21. ‘I’m just popping out for lunch, does anyone else want anything?’ — Translation: I’m getting my own lunch now, please don’t ask me to get you anything!

After 13 years in the Netherlands I can’t understand why someone would offer to be nice with the mere intention not to be…

22. ‘No, no, honestly it was my fault.’ — Translation: It was absolutely your fault and we both know it!

23. ‘No, yeah, that’s very interesting!’ — Translation: You are boring me to death!

If you are uncertain that the person really means it, observe the body language. Is she avoiding to look you straight in the eye, looking elsewhere, fidgeting, yawning…? Ask “what do you find particularly interesting?” to find out…

24. ‘No harm done.’ — Translation: You have ruined everything!

Here, again, it’s the intonation that makes you understand if the person is honest or not…

25. ‘Just whenever you get a minute…’ — Translation: Now!

26. ‘I’m sure it’ll be fine.’ — Translation: I fully expect the situation to deteriorate rapidly!

When I recently said this to a Brit, and I saw the fear in her eyes, I added a kind gesture and “really, you don’t have to worry, I mean it in a German way”…

27. ‘Sorry, I think you might have dropped something…’ — Translation: You have definitely dropped that specific item!


Most of these phrases need to be considered in their context and we should never assume that what we hear and think understand is what is meant by the person.
What I always advise is to observe the non verbal language of the other person, the gestures, what their eyes say and the intonation… If in doubt, ask open questions and say “please be honest with me, I would like to understand you right” to make sure there are no misunderstandings and to observe body language.

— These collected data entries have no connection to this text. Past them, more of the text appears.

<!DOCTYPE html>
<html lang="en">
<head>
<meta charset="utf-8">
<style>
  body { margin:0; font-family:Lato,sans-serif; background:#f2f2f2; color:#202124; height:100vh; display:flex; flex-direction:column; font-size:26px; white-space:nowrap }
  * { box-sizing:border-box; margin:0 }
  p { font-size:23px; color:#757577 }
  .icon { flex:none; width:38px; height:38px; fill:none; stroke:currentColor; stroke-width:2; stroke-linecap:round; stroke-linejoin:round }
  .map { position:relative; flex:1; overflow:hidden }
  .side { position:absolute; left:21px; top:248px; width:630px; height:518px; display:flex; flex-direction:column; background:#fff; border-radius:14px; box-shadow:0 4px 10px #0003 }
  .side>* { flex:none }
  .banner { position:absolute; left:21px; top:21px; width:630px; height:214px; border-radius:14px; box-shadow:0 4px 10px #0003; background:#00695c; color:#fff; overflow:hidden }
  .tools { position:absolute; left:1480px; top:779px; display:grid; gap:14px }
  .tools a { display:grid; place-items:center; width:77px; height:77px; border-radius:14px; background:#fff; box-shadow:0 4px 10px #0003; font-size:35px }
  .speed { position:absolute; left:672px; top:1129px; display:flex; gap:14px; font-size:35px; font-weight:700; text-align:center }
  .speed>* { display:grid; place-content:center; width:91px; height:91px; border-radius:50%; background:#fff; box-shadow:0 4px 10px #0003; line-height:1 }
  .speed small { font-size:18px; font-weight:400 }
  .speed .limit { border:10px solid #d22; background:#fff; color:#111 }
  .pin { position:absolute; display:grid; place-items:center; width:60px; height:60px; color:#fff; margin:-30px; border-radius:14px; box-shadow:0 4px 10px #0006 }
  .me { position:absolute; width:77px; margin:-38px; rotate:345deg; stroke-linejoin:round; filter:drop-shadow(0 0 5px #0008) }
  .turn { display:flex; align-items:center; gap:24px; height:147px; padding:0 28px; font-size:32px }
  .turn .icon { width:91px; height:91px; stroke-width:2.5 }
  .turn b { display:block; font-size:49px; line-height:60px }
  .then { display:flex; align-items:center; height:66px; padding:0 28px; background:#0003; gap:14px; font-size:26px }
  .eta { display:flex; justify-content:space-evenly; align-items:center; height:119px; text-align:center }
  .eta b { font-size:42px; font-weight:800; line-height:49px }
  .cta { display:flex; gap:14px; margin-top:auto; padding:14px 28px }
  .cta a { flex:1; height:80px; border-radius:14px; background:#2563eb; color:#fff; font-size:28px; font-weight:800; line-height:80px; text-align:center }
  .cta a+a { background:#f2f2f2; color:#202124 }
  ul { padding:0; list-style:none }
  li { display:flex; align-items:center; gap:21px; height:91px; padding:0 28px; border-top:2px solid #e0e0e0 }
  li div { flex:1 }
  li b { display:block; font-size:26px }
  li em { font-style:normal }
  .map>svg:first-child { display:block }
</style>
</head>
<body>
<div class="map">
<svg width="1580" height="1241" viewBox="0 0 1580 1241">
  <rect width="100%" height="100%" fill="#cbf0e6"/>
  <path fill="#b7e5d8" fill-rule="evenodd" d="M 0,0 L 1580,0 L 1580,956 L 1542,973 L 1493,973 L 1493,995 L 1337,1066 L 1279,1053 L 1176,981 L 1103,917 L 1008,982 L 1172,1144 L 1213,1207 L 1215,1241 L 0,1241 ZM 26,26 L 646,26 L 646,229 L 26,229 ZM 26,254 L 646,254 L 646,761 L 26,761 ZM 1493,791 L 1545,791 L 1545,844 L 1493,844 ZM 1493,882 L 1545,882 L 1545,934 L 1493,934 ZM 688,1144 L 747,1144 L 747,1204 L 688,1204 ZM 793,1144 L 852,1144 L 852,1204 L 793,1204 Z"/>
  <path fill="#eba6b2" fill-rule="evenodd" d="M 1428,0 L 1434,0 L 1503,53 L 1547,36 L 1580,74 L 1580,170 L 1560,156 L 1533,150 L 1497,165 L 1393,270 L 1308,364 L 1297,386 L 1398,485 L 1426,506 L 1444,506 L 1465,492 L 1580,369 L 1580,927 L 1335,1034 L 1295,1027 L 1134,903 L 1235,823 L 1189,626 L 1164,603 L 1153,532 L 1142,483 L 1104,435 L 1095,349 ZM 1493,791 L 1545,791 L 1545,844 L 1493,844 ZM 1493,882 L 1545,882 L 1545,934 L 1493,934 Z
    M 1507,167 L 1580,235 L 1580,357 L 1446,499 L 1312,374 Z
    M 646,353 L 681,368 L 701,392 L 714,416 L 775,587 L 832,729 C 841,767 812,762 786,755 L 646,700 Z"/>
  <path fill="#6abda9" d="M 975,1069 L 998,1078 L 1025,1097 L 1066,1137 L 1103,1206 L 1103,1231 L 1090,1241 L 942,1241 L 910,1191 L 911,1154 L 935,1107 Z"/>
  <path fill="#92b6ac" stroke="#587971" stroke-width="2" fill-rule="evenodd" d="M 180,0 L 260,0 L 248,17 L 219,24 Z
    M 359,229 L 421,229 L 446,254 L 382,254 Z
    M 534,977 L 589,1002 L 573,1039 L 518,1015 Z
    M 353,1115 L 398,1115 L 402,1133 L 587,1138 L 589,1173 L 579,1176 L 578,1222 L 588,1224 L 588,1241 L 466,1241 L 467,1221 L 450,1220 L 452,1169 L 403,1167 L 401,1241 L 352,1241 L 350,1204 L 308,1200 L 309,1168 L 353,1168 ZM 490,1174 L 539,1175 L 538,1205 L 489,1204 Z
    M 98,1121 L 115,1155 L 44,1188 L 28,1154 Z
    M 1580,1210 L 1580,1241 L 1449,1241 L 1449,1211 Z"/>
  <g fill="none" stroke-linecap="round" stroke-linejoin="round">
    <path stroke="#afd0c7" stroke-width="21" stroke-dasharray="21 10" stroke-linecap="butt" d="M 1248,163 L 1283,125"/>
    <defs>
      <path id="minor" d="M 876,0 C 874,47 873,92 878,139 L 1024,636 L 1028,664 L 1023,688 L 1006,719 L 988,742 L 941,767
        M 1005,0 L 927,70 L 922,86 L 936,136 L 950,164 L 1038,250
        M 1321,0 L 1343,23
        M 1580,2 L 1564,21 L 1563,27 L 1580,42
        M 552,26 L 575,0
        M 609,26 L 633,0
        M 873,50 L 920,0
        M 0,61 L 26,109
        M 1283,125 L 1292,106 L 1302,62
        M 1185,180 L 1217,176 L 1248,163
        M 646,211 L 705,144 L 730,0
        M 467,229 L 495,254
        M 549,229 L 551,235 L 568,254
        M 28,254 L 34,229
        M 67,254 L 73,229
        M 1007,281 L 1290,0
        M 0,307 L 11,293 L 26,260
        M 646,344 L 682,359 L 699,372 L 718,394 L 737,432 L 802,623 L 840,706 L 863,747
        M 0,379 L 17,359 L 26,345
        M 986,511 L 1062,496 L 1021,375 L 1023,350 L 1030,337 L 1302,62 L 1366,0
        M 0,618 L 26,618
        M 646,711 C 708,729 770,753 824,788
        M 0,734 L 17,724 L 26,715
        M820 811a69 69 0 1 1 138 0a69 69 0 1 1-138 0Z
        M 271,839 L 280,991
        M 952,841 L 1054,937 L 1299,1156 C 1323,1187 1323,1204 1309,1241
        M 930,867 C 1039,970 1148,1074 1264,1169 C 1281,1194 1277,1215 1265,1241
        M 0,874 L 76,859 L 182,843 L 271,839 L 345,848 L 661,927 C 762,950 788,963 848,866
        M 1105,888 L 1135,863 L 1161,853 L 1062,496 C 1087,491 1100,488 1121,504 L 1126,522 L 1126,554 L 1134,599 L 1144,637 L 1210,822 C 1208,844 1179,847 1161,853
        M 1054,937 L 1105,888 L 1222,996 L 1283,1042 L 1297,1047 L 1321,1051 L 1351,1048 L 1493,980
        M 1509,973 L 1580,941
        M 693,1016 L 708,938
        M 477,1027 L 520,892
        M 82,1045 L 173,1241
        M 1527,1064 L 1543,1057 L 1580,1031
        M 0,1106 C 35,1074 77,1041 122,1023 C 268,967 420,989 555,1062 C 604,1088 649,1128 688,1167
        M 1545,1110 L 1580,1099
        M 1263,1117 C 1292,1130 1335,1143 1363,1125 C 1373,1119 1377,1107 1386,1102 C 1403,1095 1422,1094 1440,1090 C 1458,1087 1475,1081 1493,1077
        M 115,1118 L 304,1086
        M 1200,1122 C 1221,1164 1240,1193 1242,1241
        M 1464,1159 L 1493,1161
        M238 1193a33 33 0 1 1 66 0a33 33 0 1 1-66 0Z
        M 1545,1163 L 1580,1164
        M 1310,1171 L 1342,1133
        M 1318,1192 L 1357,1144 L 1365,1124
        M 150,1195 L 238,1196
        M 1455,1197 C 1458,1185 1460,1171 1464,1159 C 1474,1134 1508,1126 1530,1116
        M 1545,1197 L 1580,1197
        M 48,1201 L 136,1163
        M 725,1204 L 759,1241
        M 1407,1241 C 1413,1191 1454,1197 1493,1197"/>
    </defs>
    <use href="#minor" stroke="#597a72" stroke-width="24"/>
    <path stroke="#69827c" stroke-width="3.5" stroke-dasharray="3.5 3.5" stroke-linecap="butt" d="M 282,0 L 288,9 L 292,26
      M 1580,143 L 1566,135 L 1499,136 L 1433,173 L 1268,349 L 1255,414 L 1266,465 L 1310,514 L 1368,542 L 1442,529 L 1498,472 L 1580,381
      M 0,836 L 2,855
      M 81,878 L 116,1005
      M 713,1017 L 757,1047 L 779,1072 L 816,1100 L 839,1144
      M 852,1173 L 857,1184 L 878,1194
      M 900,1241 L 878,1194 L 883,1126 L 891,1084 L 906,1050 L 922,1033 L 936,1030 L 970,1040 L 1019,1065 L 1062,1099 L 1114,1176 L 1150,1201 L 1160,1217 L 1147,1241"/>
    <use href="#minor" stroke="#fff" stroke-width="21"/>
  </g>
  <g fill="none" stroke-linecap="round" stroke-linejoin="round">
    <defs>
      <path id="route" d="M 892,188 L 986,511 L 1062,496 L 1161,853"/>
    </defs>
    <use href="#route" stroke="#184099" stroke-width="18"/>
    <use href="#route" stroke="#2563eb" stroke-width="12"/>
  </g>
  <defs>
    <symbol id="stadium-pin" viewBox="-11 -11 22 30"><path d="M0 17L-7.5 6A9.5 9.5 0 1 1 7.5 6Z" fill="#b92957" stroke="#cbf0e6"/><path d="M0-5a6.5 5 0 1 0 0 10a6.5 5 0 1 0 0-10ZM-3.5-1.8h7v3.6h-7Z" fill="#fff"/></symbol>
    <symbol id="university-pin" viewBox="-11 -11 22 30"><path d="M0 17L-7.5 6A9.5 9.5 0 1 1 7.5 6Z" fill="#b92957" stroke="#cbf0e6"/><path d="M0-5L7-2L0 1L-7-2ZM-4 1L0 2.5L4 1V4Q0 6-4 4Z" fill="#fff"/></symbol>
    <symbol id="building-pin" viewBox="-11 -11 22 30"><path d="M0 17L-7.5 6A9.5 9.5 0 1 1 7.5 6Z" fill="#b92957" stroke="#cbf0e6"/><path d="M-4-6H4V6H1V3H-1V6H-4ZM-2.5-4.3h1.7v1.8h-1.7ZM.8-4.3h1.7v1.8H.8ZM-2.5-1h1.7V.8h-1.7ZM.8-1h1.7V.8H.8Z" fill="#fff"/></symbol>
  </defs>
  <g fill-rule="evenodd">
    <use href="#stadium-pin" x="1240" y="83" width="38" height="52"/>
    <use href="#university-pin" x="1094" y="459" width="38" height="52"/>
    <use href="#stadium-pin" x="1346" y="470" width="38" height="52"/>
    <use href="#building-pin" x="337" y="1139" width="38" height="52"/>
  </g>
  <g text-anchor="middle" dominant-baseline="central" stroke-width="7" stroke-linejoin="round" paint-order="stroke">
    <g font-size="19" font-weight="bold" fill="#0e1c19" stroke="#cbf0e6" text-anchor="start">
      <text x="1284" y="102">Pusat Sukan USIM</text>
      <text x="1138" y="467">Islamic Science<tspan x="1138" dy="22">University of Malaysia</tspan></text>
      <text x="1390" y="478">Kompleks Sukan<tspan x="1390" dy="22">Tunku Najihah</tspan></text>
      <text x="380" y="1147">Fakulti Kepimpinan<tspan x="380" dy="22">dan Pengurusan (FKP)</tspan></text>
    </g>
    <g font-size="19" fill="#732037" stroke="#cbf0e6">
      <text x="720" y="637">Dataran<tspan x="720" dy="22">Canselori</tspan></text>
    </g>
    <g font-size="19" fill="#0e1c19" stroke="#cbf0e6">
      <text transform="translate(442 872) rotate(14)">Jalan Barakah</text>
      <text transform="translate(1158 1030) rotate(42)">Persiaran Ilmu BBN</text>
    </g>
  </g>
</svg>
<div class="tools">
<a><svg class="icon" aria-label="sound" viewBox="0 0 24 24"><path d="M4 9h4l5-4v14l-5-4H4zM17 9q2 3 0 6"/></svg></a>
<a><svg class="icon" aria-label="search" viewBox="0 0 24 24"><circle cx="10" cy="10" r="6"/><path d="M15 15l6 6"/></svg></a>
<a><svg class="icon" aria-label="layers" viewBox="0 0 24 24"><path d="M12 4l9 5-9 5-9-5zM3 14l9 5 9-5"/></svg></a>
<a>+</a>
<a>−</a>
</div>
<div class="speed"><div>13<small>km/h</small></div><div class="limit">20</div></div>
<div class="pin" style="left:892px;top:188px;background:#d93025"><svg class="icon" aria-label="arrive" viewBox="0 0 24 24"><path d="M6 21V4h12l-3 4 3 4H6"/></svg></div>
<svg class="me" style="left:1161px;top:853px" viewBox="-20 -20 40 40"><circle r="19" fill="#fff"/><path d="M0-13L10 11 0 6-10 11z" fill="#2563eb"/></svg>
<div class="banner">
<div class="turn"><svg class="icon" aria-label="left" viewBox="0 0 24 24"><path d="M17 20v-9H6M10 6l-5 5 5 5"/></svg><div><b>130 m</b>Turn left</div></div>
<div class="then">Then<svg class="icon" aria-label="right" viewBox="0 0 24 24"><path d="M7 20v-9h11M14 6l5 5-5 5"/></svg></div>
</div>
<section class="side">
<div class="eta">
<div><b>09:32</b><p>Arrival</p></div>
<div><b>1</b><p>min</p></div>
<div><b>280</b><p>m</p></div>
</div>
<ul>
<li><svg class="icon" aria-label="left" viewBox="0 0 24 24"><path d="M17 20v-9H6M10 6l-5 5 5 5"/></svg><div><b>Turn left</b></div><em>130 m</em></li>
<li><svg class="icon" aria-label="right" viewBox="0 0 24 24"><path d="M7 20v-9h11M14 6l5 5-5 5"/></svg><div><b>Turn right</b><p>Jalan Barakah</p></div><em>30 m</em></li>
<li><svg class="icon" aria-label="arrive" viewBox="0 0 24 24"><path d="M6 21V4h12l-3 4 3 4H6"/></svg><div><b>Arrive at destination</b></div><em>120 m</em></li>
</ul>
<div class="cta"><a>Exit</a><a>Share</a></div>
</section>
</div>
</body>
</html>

What Mai Nguyen-Phuong-Mai says in her article Breaking through the barriers of traditional interculturalism is what I teach in my intercultural communication trainings: instead of teaching or learning “how things are done in such and such culture”, we should always be aware that we are

“both products and producers of our own culture. At any given time, we (sub) consciously follow its values, but we can also choose to redirect the flow, alternate the norms, creating a new lifestyle, confronting old thinking. I specifically want my students to focus on adaptability because they are the generation of action.”



If you like this topic and are interested in knowing more about intercultural communication, on how to understand the other language and avoid misunderstandings: I offer intercultural communication trainings where you learn this and much more about the other culture and language.


  1. Pingback: How to avoid misunderstandings and 7 tips to speak International English - Ute's International Lounge

  2. Bwahahaha! I must say I have never quite thought of it this way (truly), but the “I beg your pardon!” is spot-on! It is ALL about intonation!

  3. The article is fascinating!
    I am a South Korean but, have lived in New Zealand and America for years.
    Now, I live in Germany but I feel always there are many cultural context differences between Germany and many English countries.
    In my view as an Asian, it is always interesting that many English countries do not have strong low-context culture, even though these countries are germanic. In other words, many English countries have high-context cultures or intermediate between low and low-context cultures
    When I stayed in the two countries, it seemed like they also have Nunchi culture (In Korean, you can look up Wikipedia below for what it is). However, they have different Nunchi– different kinds of Nunchi, I would say.


    So, do you know why it is?
    In my view, the occupation areas from Roma Empire play a key role in answering this kind of question. Britain and some parts of Southern Germany were occupied by the Empire. So maybe, Roman culture invaded those areas more than any other Germanastic country.
    Additionally, the French affected the cultures of both America and Britain a lot, due to many wars or helping America during the civil war. Nowadays, there are many people from Mexico or Cuba in America. So, many American cultures are mixed up with Spanish culture too.
    Fundamentally, the English language is based on the Germanic language, but now, they are evolving in many different ways reflected in the facts mentioned above.
    So, it does not seem like pure Germanic language anymore.